A case stemming from an August complaint alleging Smithfield Foods, Inc. broke a 1994 contract was removed on Friday from the General Court of Justice, Superior Division, in Wayne County, North Carolina to the Eastern District of North Carolina; the plaintiff, U.S. hog producer Maxwell Foods LLC, alleged that Smithfield, the largest pork producer in the world according to the complaint, has breached its contract to purchase hogs monthly at a premium price.
Defendant Smithfield said it is moving the case because it is headquartered in Smithfield, Va. and the amount in controversy meets the requirements for removal. The plaintiff may not agree with the removal, but it said in the complaint that the parties agreed in writing that any legal action related to the agreement will be “prosecuted in the Courts of the State of North Carolina,” and that Smithfiled “waives any right or defense relating to such jurisdiction and venue.” The defendant operates at least two plants in North Carolina.
The plaintiff accused Smithfield of breaching a written agreement (the PSA) entered into on December 5, 1994, where it agreed to purchase up to 155,000 head of hogs from the plaintiff per month at “most favored nation” pricing, which would be at least as favorable as the companies price paid to other hog suppliers. The contract was set to end six years after the date of a Notice of Termination given by either party.
The complaint claimed that until earlier in 2020, Smithfield “purchased nearly 100% of the hogs Maxwell produces,” which equated to less than 10 percent of Smithfield’s purchases. In April 2020, Smithfield purchased about half of Maxwell’s hogs, which the plaintiff claimed has required a back up of hogs and “severe adverse effects” including economic losses.
Maxwell also claimed that the price paid to them by Smithfield declined since 2016. The plaintiff explained in the complaint that as the industry has consolidated and changed, the wholesale prices of pork cut, also called the cutout value, has been used to more accurately reflect the value of a hog over spot market prices, replacing the system which was used in the contract. The complaint said “as a result, Smithfield’s pricing to Maxwell under the PSA is not and has not for some time been economically sustainable for Maxwell,” and suggests that the pricing in the agreement needs to be altered under the renegotiation provision in the PSA.

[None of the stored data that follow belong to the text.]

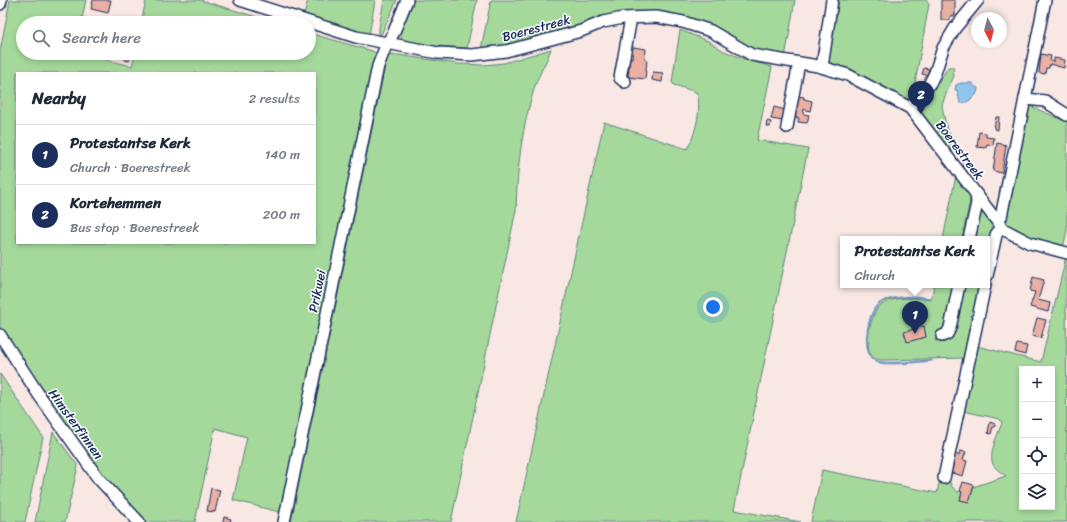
<!DOCTYPE html>
<meta charset="utf-8">
<style>
body{margin:0;font-family:Sriracha,sans-serif;background:#f2f2f3;color:#1f2937}
.controls{position:absolute;right:12px;bottom:12px;display:grid;overflow:hidden;border-radius:0px;box-shadow:0 2px 6px #0003}
.controls button{width:36px;height:36px;display:grid;place-items:center;padding:0;border:0;border-bottom:1px solid #e0e1e3;background:#fff;color:#1f2937;font:20px sans-serif}
.compass{position:absolute;left:971px;top:12px;width:36px;height:36px;border-radius:50%;background:#fff;box-shadow:0 2px 6px #0003;rotate:173deg}
.you{position:absolute;left:713px;top:307px;width:14px;height:14px;margin:-10px;border:3px solid #fff;border-radius:50%;background:#1a73e8;box-shadow:0 0 0 6px #1a73e833}
.badge{display:grid;place-items:center;width:26px;height:26px;border-radius:50%;background:#1b2f5e;color:#fff;font-size:13px;font-weight:700}
.pin{position:absolute;translate:-50% -33px;filter:drop-shadow(0 1px 2px #0008)}
.pin::after{content:'';position:absolute;top:21px;width:14px;height:12px;background:inherit;clip-path:polygon(0 0,100% 0,50% 100%)}
.popup{position:absolute;left:840px;top:236px;width:150px;height:52px;box-sizing:border-box;display:grid;place-content:center;border-radius:0px;background:#fff;filter:drop-shadow(0 1px 3px #0005);font-size:13px;white-space:nowrap;color:#747a83}
.popup b{font-size:15px;color:#1f2937}
.popup::after{content:'';position:absolute;left:50%;top:100%;margin-left:-8px;border:8px solid transparent;border-top-color:#fff}
.list{margin:0;padding:0;list-style:none}
h2{display:flex;justify-content:space-between;align-items:center;height:52px;margin:0;padding:0 16px;font-size:17px}
h2 small{font-size:13px;font-weight:400;color:#747a83}
.list li{display:grid;grid-template-columns:26px 1fr auto;gap:12px;align-items:center;box-sizing:border-box;height:60px;padding:0 16px;border-top:1px solid #e0e1e3}
.list b{display:block;font-size:15px;white-space:nowrap}
.list p{margin:0;font-size:13px;white-space:nowrap;color:#747a83}
.list em{font-size:13px;font-style:normal;color:#747a83}
.icon{flex:none;width:22px;height:22px;fill:none;stroke:currentColor;stroke-width:2;stroke-linecap:round;stroke-linejoin:round}
.map{position:relative;flex:none;width:1067px;height:522px;overflow:hidden}
.search{position:absolute;background:#fff;box-shadow:0 2px 6px #0003;left:16px;top:16px;width:300px;height:44px;display:flex;align-items:center;gap:10px;box-sizing:border-box;padding:0 14px;border-radius:22px;color:#747a83;font-size:15px}
.panel{position:absolute;background:#fff;box-shadow:0 2px 6px #0003;left:16px;top:72px;width:300px;height:172px;border-radius:0px}
.map>svg:first-child{display:block}
.green{fill:#a4d99b;stroke:#60847c;fill-rule:evenodd}
.water{fill:#90c5ed;stroke:#6189b4}
.building{fill:#e9b0a3;stroke:#1b2f5e}
.lines{fill:none;stroke-linecap:round;stroke-linejoin:round}
.minor-casing{stroke:#1b2f5e;stroke-width:14}
.minor{stroke:#fff;stroke-width:11}
.labels{text-anchor:middle;dominant-baseline:central;stroke-width:3;stroke-linejoin:round;paint-order:stroke}
.street-label{font-size:13px;fill:#1b2f5e;stroke:#fff}
</style>
<div class="map">
<svg width="1067" height="522" viewBox="0 0 1067 522">
<rect width="100%" height="100%" fill="#f8e7e3"/>
<filter id="ink" filterUnits="userSpaceOnUse"><feTurbulence type="fractalNoise" baseFrequency=".025" numOctaves="2"/><feDisplacementMap in="SourceGraphic" scale="8" xChannelSelector="R" yChannelSelector="G"/><feConvolveMatrix kernelMatrix="1 2 1 2 8 2 1 2 1" color-interpolation-filters="sRGB"/></filter>
<g filter="url(#ink)">
<!-- green -->
<g class="green">
<path d="M10,0H86L81,23H23V53H76L132,66L135,53H309V33L372,51L376,53L283,513L233,500L247,437L215,428L195,522H146L129,507L95,466L10,344L0,326V51ZM17,73H315V243H17Z"/>
<path d="M146,0H200L277,23H141Z"/>
<path d="M308,0H375L369,36L304,15Z"/>
<path d="M384,0H397L379,39V28Z"/>
<path d="M414,0H477L467,48L437,46L402,40L400,33Z"/>
<path d="M491,0H795L785,58L769,55L656,12H640L626,13L480,54Z"/>
<path d="M839,0H927L929,4L911,106C883,87 862,73 828,66V59Z"/>
<path d="M680,30L708,41L724,51L744,59L772,67L757,140L808,149L734,510L801,522H516L604,122L687,149C695,137 703,105 696,92L674,85L672,82Z"/>
<path d="M551,49C547,62 539,73 535,86C522,126 517,168 516,210L451,522H291L387,56L399,55L458,64L484,65L504,63Z"/>
<path d="M948,67H953L954,76L945,96L942,106L947,130L954,140L955,146L951,156L920,116L921,111Z"/>
<path d="M1027,106H1030L1067,122V230L1063,249L1017,237L1002,223Z"/>
<path d="M956,175L971,195L962,239H943Z"/>
<path d="M979,205L995,226L987,262V239H971Z"/>
<path d="M1066,257L1067,522H811L822,470L937,493L966,358L885,360C880,360 875,360 871,355C864,345 871,310 882,304C894,296 917,298 931,300L934,285H953L943,330L942,331L938,332L935,341L945,339L961,285H982L969,344L1041,362ZM1022,369H1052V507H1022ZM963,411L1000,419L1002,423C998,433 987,457 994,466C997,470 1002,473 1006,476L958,492C951,487 949,483 949,475Z"/>
<path d="M0,374L43,437L25,522H0Z"/>
<path d="M53,432L78,466L65,522H35Z"/>
</g>
<!-- water -->
<g class="water">
<path d="M960,83H972L974,86L978,88C978,97 968,103 960,103L957,90H955L956,85Z"/>
<path d="M914,296L931,298L930,299C917,297 894,296 882,302C869,310 860,352 875,360C883,365 921,360 932,360V361C920,362 883,367 874,361C861,352 867,313 878,304C887,297 903,297 914,296Z"/>
</g>
<!-- building -->
<g class="building">
<path d="M93,0H111L108,13L91,9Z"/>
<path d="M941,0H955V16H950V20H941Z"/>
<path d="M633,47L646,49L645,59L647,60L645,79L628,77L630,58H632Z"/>
<path d="M126,53H131L129,61L125,60Z"/>
<path d="M1041,54L1051,56L1050,61L1054,62V58L1065,60L1064,68L1050,64L1049,68H1046L1045,74L1039,73Z"/>
<path d="M924,68L929,69L927,75L922,74Z"/>
<path d="M653,72L663,73L662,82L652,80Z"/>
<path d="M797,96L804,97V99L812,101L810,111L804,109L803,114L809,115L807,123L798,122L799,118L793,117Z"/>
<path d="M774,107L785,110L783,121L771,119Z"/>
<path d="M996,117H999L998,130L994,129Z"/>
<path d="M767,121L771,122L770,127L766,126Z"/>
<path d="M979,132L986,133V137L994,138L993,145L987,144L986,148L977,147Z"/>
<path d="M997,143L1006,145L1002,173L993,171Z"/>
<path d="M1033,277L1044,280L1038,300L1050,303L1048,312L1030,307L1035,292L1030,291Z"/>
<path d="M1037,318L1046,320L1041,338L1032,336Z"/>
<path d="M924,326L926,337L907,342L904,332Z"/>
<path d="M1017,344L1027,346L1025,355L1015,352Z"/>
<path d="M990,422L995,424V427H993L991,434L988,433Z"/>
<path d="M960,451L966,452L963,460L967,461L963,476L948,472L954,454L959,455Z"/>
<path d="M963,482L974,485L969,502L960,500L962,492L960,491Z"/>
<path d="M211,488L220,490L215,512L207,511Z"/>
<path d="M224,517L231,519L230,522H223Z"/>
</g>
<g class="lines">
<defs>
<g id="minor">
<path d="M240,0L356,37L438,53L472,55L506,51L581,31L603,22L623,18L656,17L683,22L711,31L752,55L818,66L848,75L910,108L1003,229L1030,243L1067,253"/>
<path d="M0,4L1,0"/>
<path d="M822,67L832,0"/>
<path d="M625,82L620,78L631,18"/>
<path d="M1025,99L1045,101L1067,115"/>
<path d="M910,108L930,83L935,73L943,48L955,28L978,0"/>
<path d="M787,127L799,63"/>
<path d="M998,223L1001,217L1045,0"/>
<path d="M969,239L977,203L976,194"/>
<path d="M987,276L996,235L1001,226"/>
<path d="M0,335L39,395L98,478L139,522"/>
<path d="M942,336L947,334L950,328L959,285"/>
<path d="M944,478L985,285"/>
<path d="M284,522L378,66L387,43L393,34L407,0"/>
</g>
</defs>
<!-- minor casing -->
<use href="#minor" class="minor-casing"/>
<!-- minor -->
<use href="#minor" class="minor"/>
</g>
</g>
<g class="labels">
<!-- street labels -->
<g class="street-label">
<text transform="translate(536 28) rotate(-15)">Boerestreek</text>
<text transform="translate(960 150) rotate(53)">Boerestreek</text>
<text transform="translate(317 291) rotate(-78)">Prikwei</text>
<text transform="translate(76 424) rotate(54)">Himsterfinnen</text>
</g>
</g>
</svg>
<div class="controls">
<button>+</button>
<button>−</button>
<button><svg class="icon" aria-label="locate" viewBox="0 0 24 24"><circle cx="12" cy="12" r="6"/><path d="M12 2v4M12 18v4M2 12h4M18 12h4"/></svg></button>
<button><svg class="icon" aria-label="layers" viewBox="0 0 24 24"><path d="M12 4l9 5-9 5-9-5zM3 14l9 5 9-5"/></svg></button>
</div>
<svg class="compass" viewBox="-18 -18 36 36"><path d="M0-13l5 13h-10z" fill="#e53935"/><path d="M0 13l5-13h-10z" fill="#747a83"/></svg>
<div class="you"></div>
<div class="pin badge" style="left:915px;top:334px">1</div>
<div class="popup"><b>Protestantse Kerk</b>Church</div>
<div class="pin badge" style="left:921px;top:114px">2</div>
<div class="search"><svg class="icon" aria-label="search" viewBox="0 0 24 24"><circle cx="10" cy="10" r="6"/><path d="M15 15l6 6"/></svg>Search here</div>
<section class="panel">
<h2>Nearby<small>2 results</small></h2>
<ul class="list">
<li><span class="badge">1</span><div><b>Protestantse Kerk</b><p>Church · Boerestreek</p></div><em>140 m</em></li>
<li><span class="badge">2</span><div><b>Kortehemmen</b><p>Bus stop · Boerestreek</p></div><em>200 m</em></li>
</ul>
</section>
</div>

The complaint said Smithfeld refused to renegotiate the PSA to provide better pricing in a 2017 meeting and in response to other requests between then and 2020. During a meeting on February 19, Maxwell again told the defendant “it was no longer economically sustainable for Maxwell to continue its business under the pricing structure set forth in the PSA,” and asked to renegotiate to cutout-based pricing. Smithfield said it would respond to the request within 30 days, but did not and when asked later said they were “unwilling to alter the PSA,” according to the complaint.
The plaintiff further alleged it learned that during the same time period, “Smithfield hid from Maxwell the fact that Smithfield was already providing pricing to one or more of its other major swine suppliers that exceeded that provided to Maxwell, in violation of Smithfield’s MFN obligations to Maxwell under the PSA.” The company claimed this constitutes a breach of the contract.
Maxwell, represented by Brooks, Pierce, McLendon, Humphrey & Leonard, L.L.P., asked for damages and that the defendant perform its obligations under the contract including increasing its hog purchases. Smithfield is represented by Robinson, Bradshaw & Hinson.